ゆう

君の名は。のゆうのレビュー・感想・評価

君の名は。(2016年製作の映画)
4.5
TOHOシネマズ限定の話ですが、シアターに入る際のギリギリのボーダーラインは上映時間15分後、というのはご存知の方もいると思います。映画が始まる前に、15分間予告を流すからです。今作を観に行ったとき、ギリギリまで後妻業の女を観ていたため、15分の遅刻。ギリギリで余裕だなと思い、シアターに入ったら、前前前世が流れている?(正しくは、夢灯篭でした。)背筋が凍りました。君の名は。に関しては、予告が10分という、異例。5分遅れで入場した私は、一番アガるオープニングの中、入場という暴挙に出てしまったんです。あの時、観ていらした観客の皆さんに深く謝罪申し上げます。

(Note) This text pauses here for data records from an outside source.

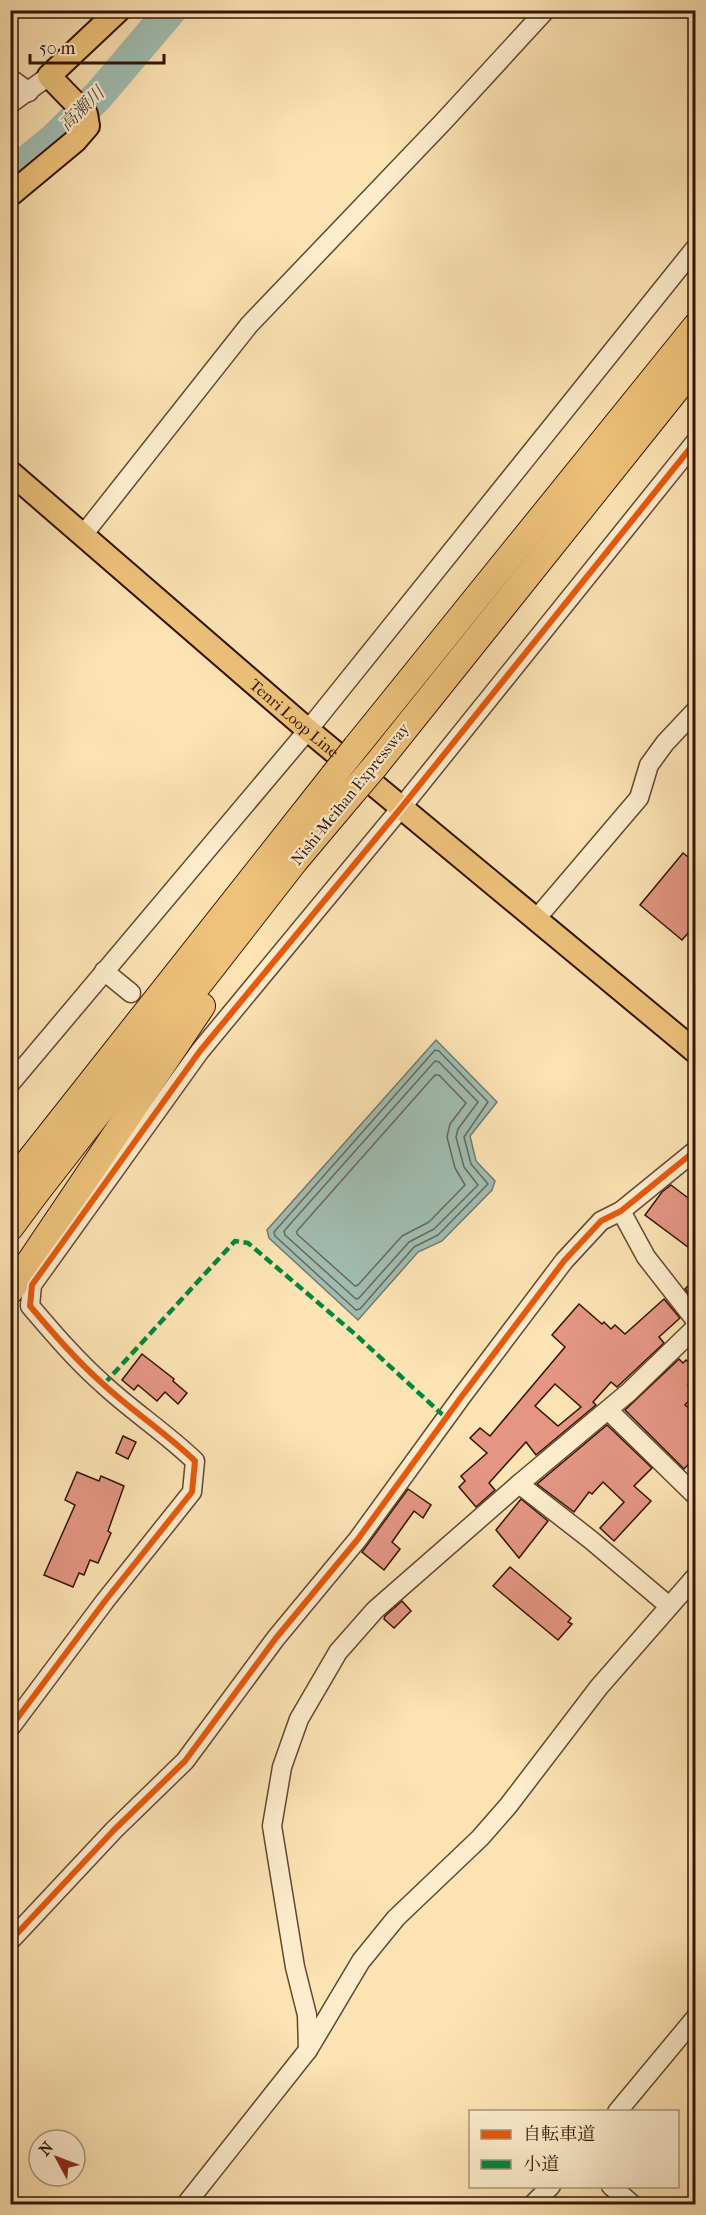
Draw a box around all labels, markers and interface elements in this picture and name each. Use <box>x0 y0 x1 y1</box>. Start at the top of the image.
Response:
scale bar <box>30 27 164 65</box>
text: 50 m <box>39 38 76 59</box>
water label: 高瀬川 <box>55 81 110 135</box>
street label: Tenri Loop Line <box>246 675 343 761</box>
street label: Nishi-Meihan Expressway <box>287 719 413 869</box>
legend <box>469 2110 679 2188</box>
text: 自転車道 <box>523 2124 595 2145</box>
north arrow <box>27 2128 87 2188</box>
text: N <box>35 2137 58 2159</box>
text: 小道 <box>523 2154 559 2175</box>

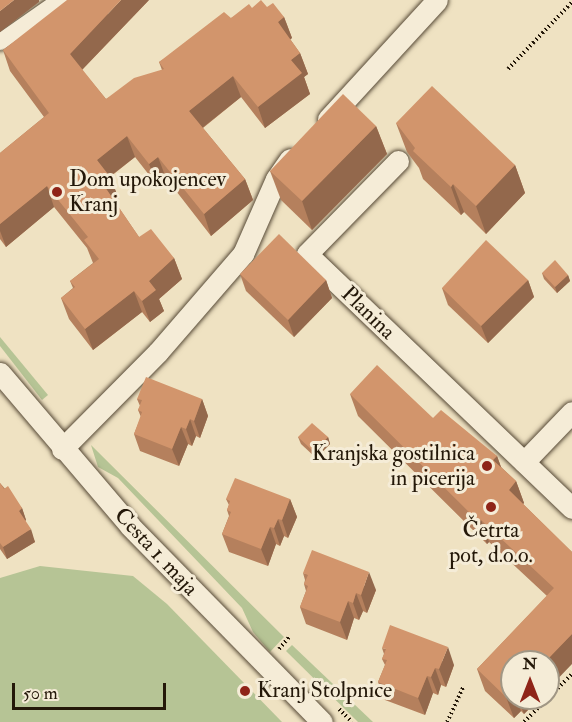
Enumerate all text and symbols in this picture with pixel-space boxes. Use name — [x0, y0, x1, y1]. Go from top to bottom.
place label: Dom upokojencev Kranj — [69, 166, 226, 218]
marker: Dom upokojencev Kranj — [50, 185, 64, 199]
street label: Planina — [335, 281, 401, 345]
place label: Kranjska gostilnica in picerija — [312, 440, 475, 492]
marker: Kranjska gostilnica in picerija — [480, 459, 494, 473]
marker: Četrta pot, d.o.o. — [484, 500, 498, 514]
street label: Cesta 1. maja — [109, 503, 203, 601]
place label: Četrta pot, d.o.o. — [449, 517, 533, 568]
north arrow — [500, 650, 560, 710]
text: N — [523, 654, 537, 674]
scale bar — [15, 671, 170, 709]
place label: Kranj Stolpnice — [257, 678, 392, 704]
text: 50 m — [23, 682, 58, 705]
marker: Kranj Stolpnice — [238, 684, 252, 698]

今作がこんなにも若者の心を掴んで離さないのは、何故なのか。君の名は。の年齢層はほぼ若年層であるというデータがある。若者というのは、自分なりに定義してみれば、何かを探している世代となる。自分は何の理由があってこの世に存在しているのかという疑問は、年齢に関係なく抱いた疑問だと思う。つまり、アイデンティティだ。若者から成人になり、壮年期に至っていく過程でそんな疑問はどうでもよくなり、生活を送ることに必死になる。

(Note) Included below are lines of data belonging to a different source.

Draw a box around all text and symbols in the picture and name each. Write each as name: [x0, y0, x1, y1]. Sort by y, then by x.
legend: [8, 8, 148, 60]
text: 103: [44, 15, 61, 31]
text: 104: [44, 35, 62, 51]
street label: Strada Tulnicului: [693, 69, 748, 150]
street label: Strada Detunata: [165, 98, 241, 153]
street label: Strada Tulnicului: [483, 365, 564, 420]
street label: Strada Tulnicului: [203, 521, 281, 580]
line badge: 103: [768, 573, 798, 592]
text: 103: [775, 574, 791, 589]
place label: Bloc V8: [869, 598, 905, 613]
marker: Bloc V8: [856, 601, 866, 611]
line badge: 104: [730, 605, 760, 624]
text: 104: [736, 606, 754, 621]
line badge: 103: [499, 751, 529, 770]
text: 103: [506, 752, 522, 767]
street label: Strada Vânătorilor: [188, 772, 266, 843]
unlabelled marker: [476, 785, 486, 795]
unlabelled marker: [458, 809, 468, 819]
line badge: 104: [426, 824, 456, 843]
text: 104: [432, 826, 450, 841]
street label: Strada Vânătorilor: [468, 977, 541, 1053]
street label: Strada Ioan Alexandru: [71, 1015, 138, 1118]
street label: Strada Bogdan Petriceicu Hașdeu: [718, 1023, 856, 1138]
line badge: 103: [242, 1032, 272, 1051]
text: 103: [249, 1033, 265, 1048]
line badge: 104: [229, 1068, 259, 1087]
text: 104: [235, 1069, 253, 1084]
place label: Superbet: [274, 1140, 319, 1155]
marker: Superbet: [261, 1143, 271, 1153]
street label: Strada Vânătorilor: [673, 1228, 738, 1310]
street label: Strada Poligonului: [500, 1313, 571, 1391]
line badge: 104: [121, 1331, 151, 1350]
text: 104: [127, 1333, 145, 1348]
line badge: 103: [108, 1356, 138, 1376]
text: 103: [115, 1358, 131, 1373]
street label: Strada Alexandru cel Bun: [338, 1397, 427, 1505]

アイデンティティ以外にも若者は何かを探すという行為に躍起になる。探し、見つけ、思い出し、最後に一つ大切なものを探し出した主人公たちに、何かを探している若者たちは胸を打たれる。

今作を観た周囲の人に感想を聞いてみると、皆ただただ面白かったなんですね。細かいところ、好きなシーンなどは出てくるのですが、ここまで興奮、感動させる決定的な何かは皆あまり説明出来ないみたいです。そこで、この構図が今夏の熱狂を生み出している根本的な何かだと自分なりに解釈しました。という、いろいろなことを考えて、シアターを出た私の向かう先は。もちろん、チケットカウンターの列の最後尾でした。